Op 2 juni 2023 heeft de meervoudige wrakingskamer van de Rechtbank Noord-Nederland een beslissing genomen op het wrakingsverzoek van verzoeker. Het verzoek was gericht tegen mr. B. van den Bosch, de rechter in de zaak met nummer 10463961 CV EXPL 23-2577, en daarnaast tegen de griffier, de officier van justitie, de rechtbank en de gehele rechtspraak. Verzoeker stelde dat de rechter, de griffier en de officier van justitie niet tekeningsbevoegd zijn en dat niemand jurisdictie heeft over het levende wezen. De rechter heeft echter aangegeven niet in de wraking te berusten.
De wrakingskamer heeft het verzoek tot wraking van de rechter niet-ontvankelijk verklaard. De kamer oordeelde dat verzoeker geen concrete en gemotiveerde gronden heeft aangevoerd die wijzen op vooringenomenheid van de rechter. Het enkele feit dat verzoeker het gezag of de bevoegdheid van de rechters niet accepteert, is onvoldoende voor een wrakingsverzoek.

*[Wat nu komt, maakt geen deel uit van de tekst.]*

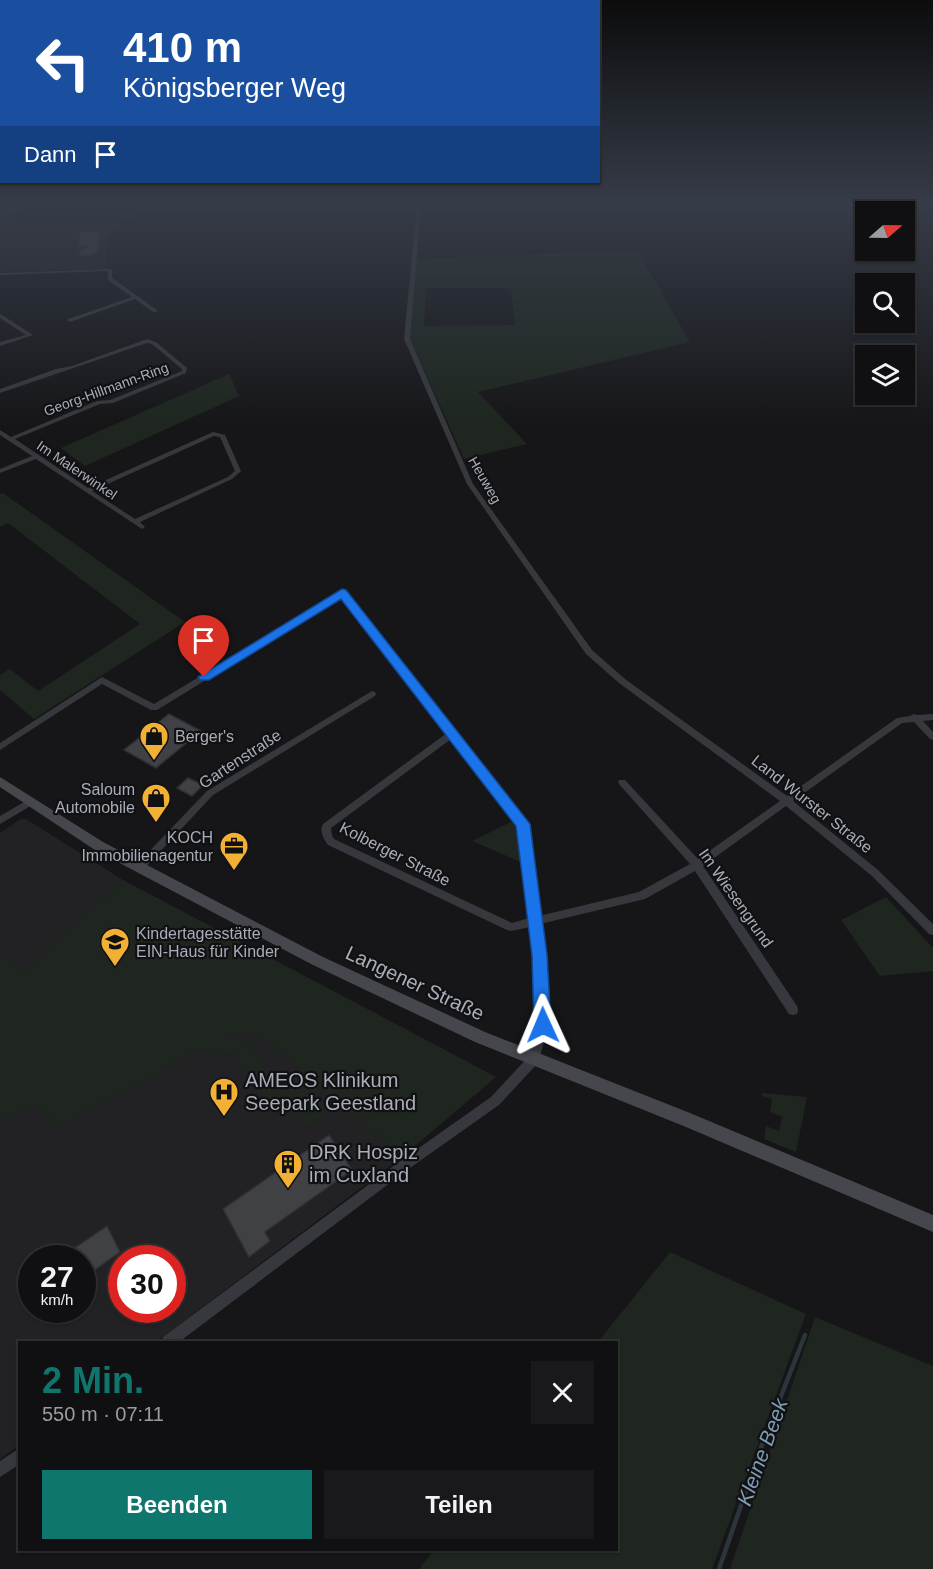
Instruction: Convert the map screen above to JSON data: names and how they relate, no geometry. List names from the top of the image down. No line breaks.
{"streets":{"main road":["Langener Straße"],"street":["Georg-Hillmann-Ring","Im Malerwinkel","Heuweg","Gartenstraße","Land Wurster Straße","Kolberger Straße","Im Wiesengrund"]},"crossings":[["Georg-Hillmann-Ring","Im Malerwinkel"],["Heuweg","Land Wurster Straße"],["Gartenstraße","Langener Straße"]],"water":["Kleine Beek"],"places":{"shop":["Berger's","Saloum Automobile"],"office":["KOCH Immobilienagentur"],"school or university":["Kindertagesstätte EIN-Haus für Kinder"],"hospital":["AMEOS Klinikum Seepark Geestland"],"building":["DRK Hospiz im Cuxland"]},"north":"right","page":{"turn":["410 m","Königsberger Weg"],"then":"Dann","speed":"27 km/h","limit":"30","heading":["2 Min.","550 m · 07:11"],"buttons":["Beenden","Teilen"]}}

Met betrekking tot de wraking van de griffier, de officier van justitie, de rechtbank en de gehele rechtspraak, oordeelde de wrakingskamer dat de wet geen mogelijkheid biedt tot wraking van deze functionarissen. Verzoeker werd ook in dit opzicht niet-ontvankelijk verklaard. De rechtbank besloot dat er geen reden was voor een mondelinge behandeling van het verzoek, aangezien er geen gegronde redenen waren voor de wraking. De beslissing werd openbaar uitgesproken en er staat geen rechtsmiddel open tegen deze uitspraak.